## WORK TASK
Check each line below for the word "from", then please report how many lines have it and nothing more.

(DATA PROVIDED begins)

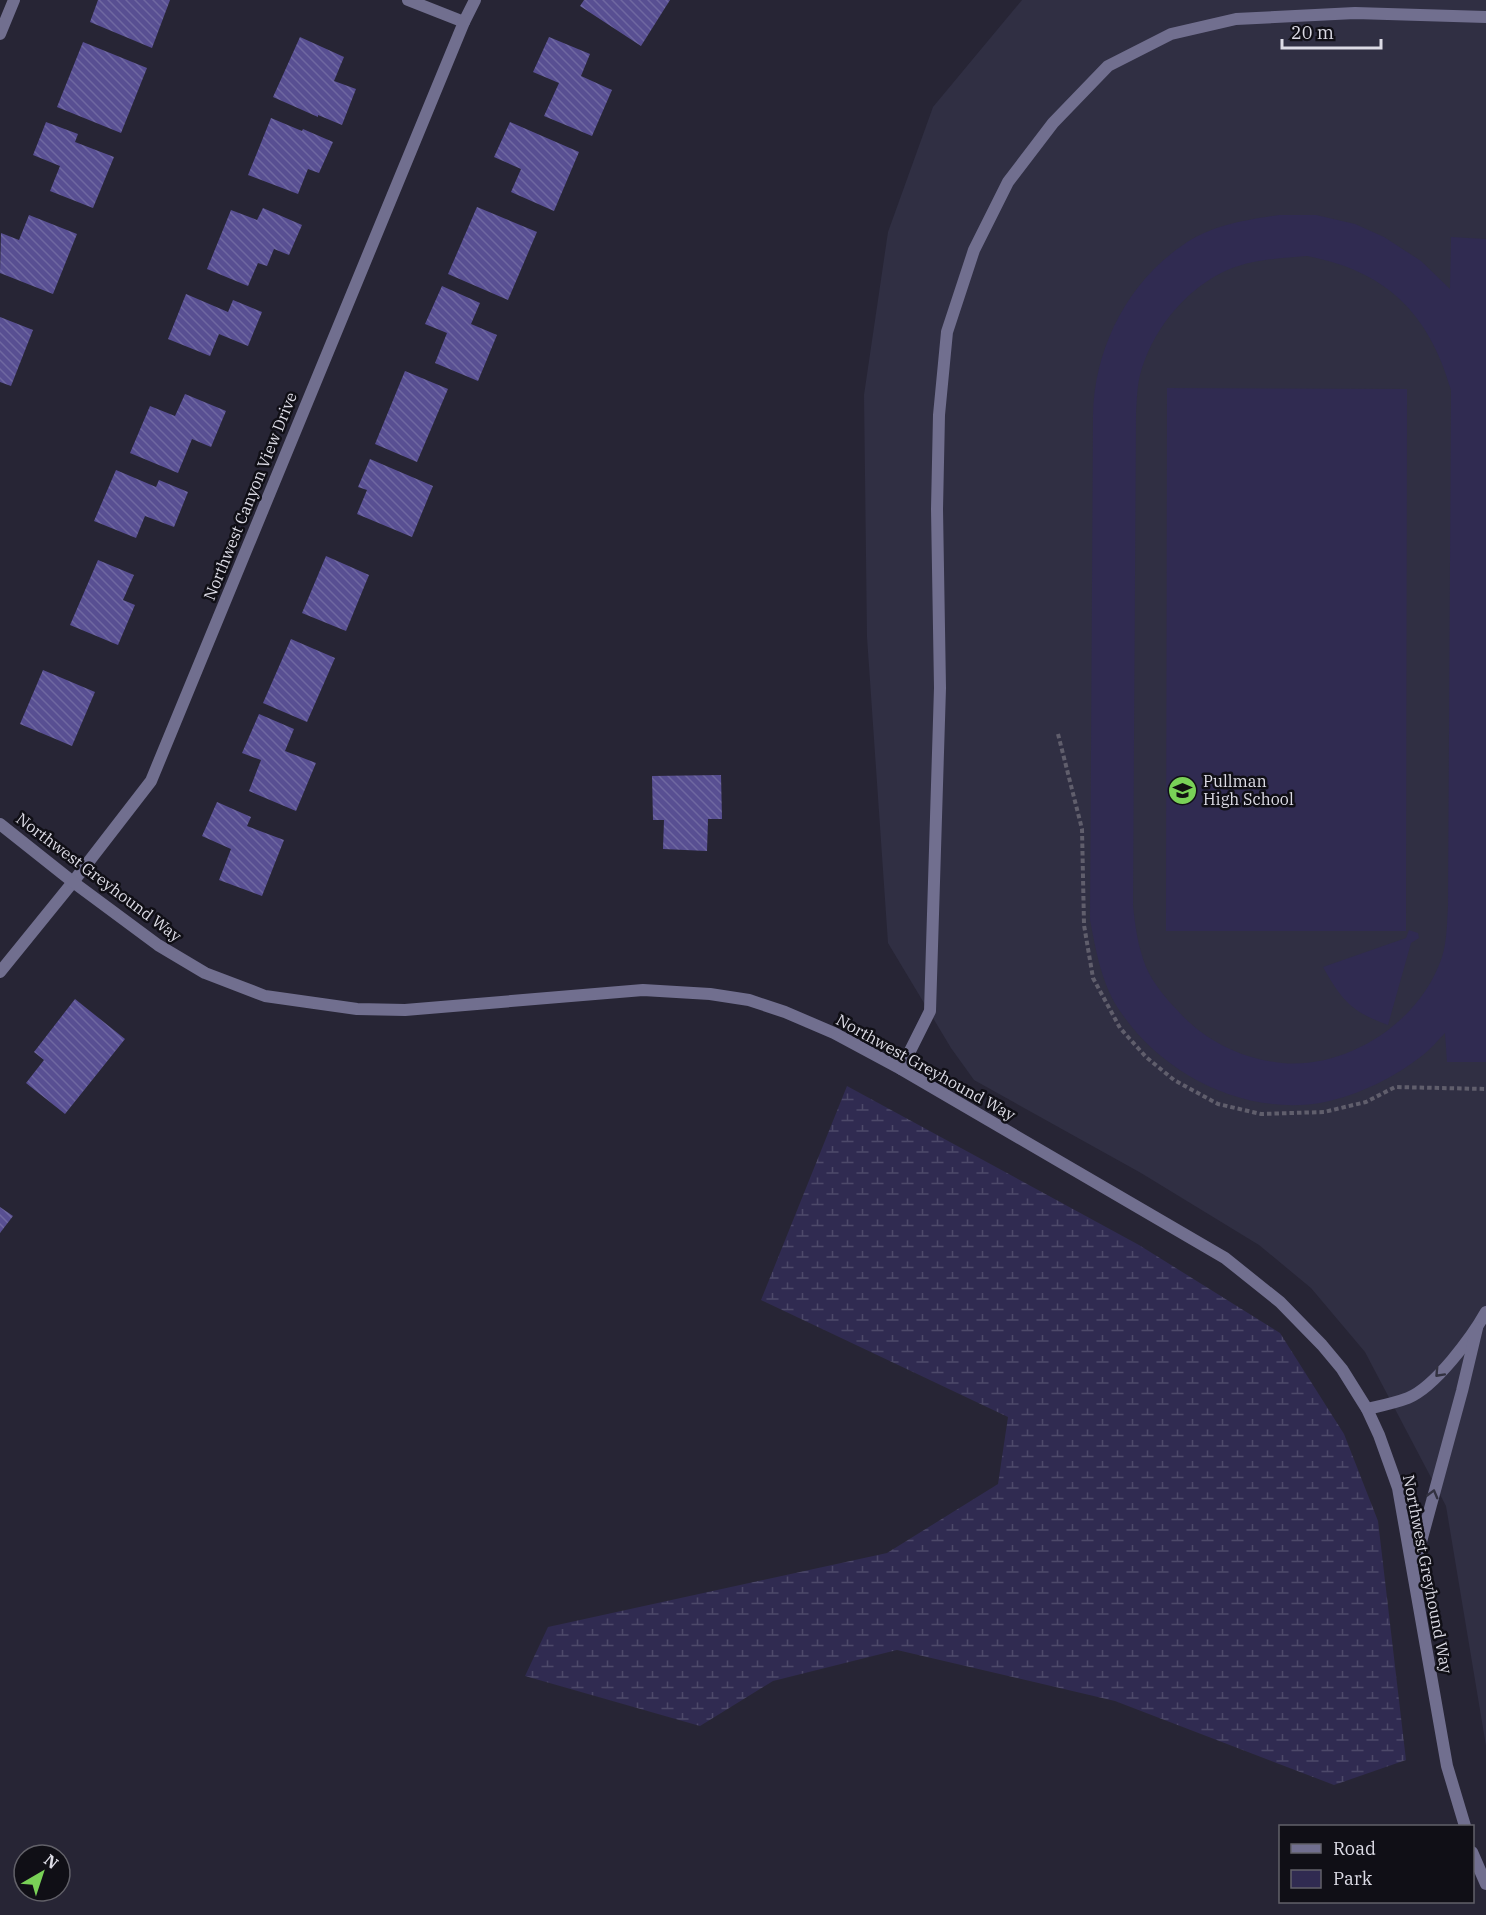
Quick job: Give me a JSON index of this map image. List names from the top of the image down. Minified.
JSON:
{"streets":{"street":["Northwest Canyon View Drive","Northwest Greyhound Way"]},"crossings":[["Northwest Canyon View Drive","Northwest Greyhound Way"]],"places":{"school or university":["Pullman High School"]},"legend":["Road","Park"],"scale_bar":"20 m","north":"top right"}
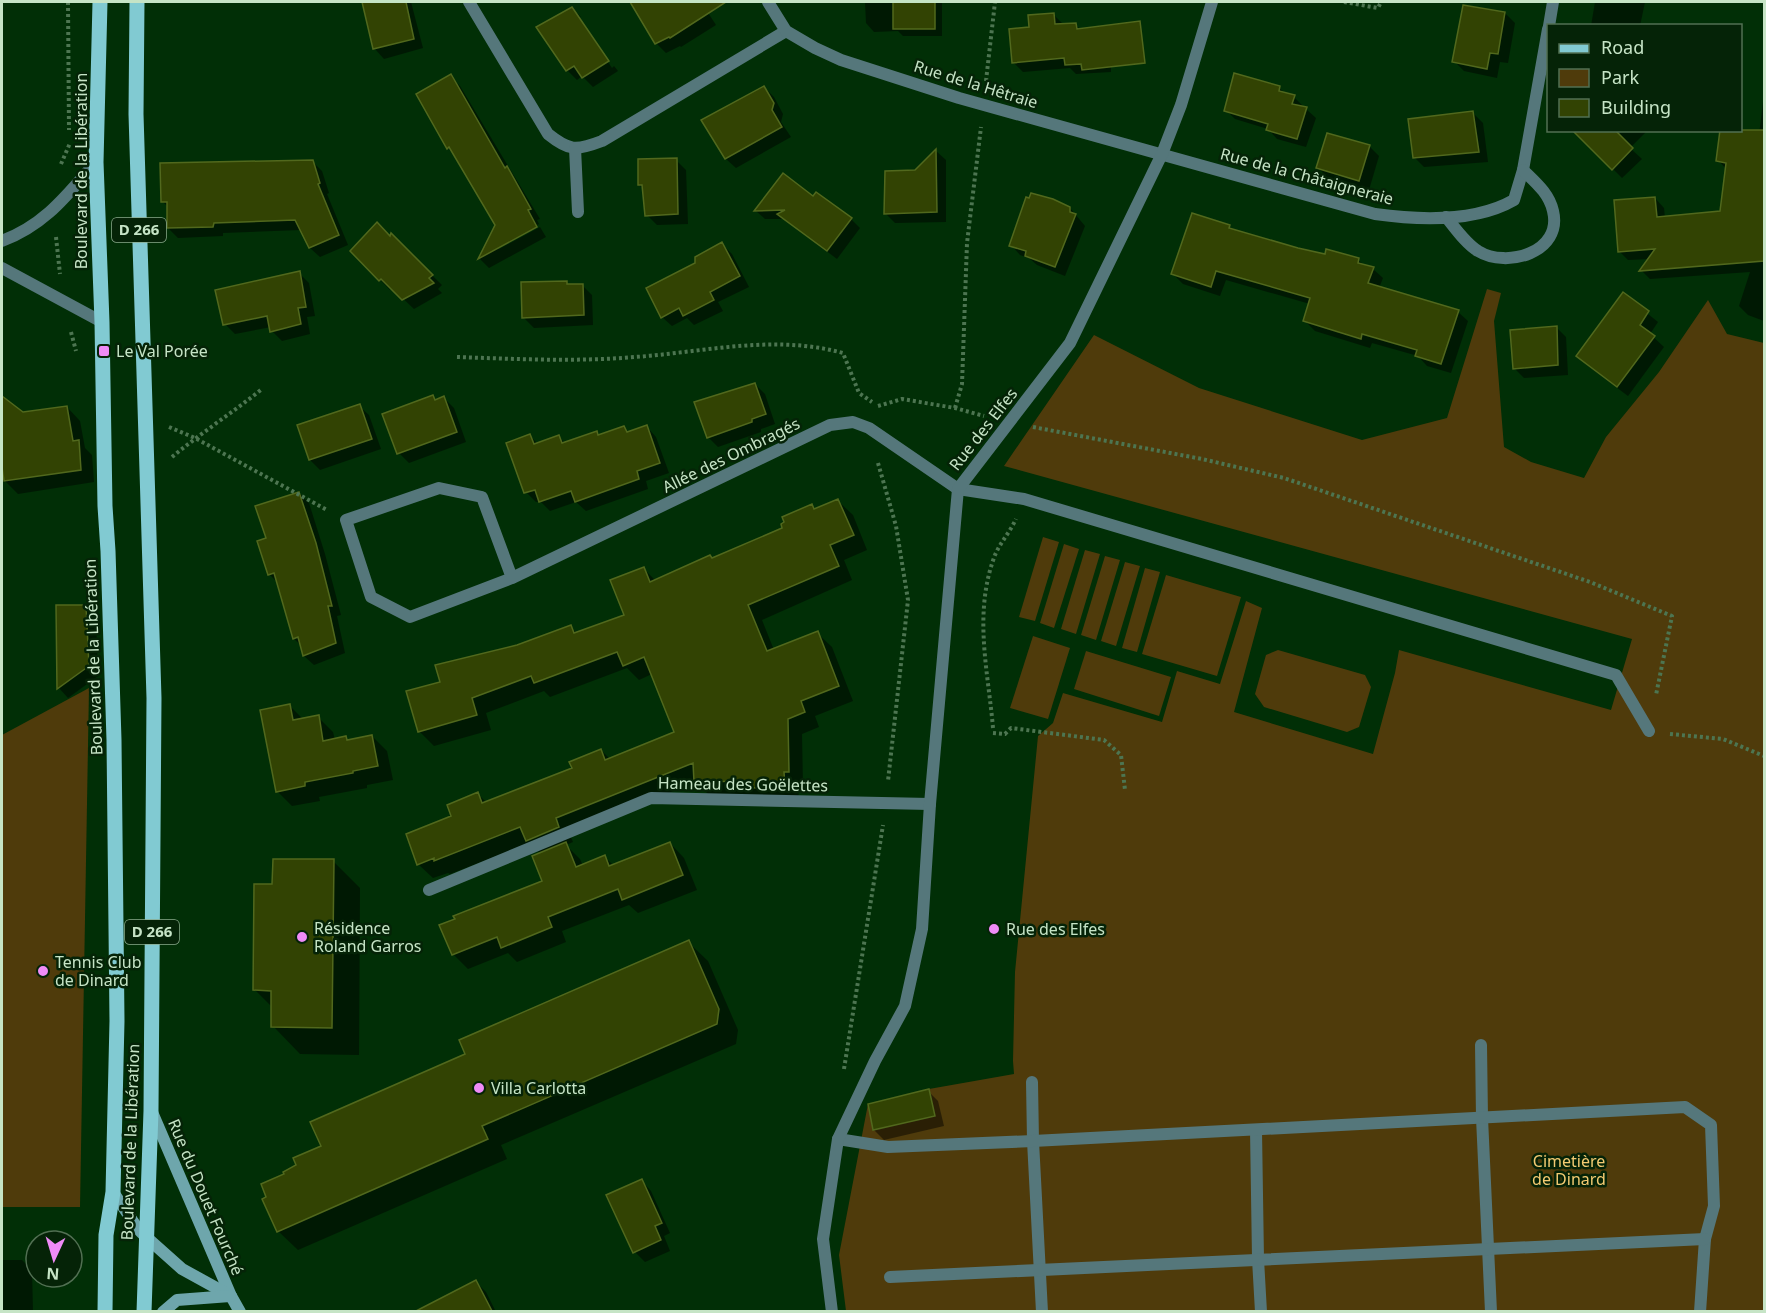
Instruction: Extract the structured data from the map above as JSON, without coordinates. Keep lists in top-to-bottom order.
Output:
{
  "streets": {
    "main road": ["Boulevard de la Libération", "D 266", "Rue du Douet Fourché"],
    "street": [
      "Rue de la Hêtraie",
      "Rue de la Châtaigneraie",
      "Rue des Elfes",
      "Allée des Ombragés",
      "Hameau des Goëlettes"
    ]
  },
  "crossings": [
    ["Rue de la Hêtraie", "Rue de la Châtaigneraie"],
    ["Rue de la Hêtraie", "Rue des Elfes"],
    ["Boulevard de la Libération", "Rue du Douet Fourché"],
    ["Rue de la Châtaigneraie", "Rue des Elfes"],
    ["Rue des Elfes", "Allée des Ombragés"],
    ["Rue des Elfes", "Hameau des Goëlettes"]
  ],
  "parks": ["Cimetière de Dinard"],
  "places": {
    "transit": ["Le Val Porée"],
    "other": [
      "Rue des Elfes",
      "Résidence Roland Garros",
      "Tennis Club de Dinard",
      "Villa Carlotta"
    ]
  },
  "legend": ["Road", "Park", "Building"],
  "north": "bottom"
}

(DATA PROVIDED ends)

## ANSWER TO THIS PROBLEM
2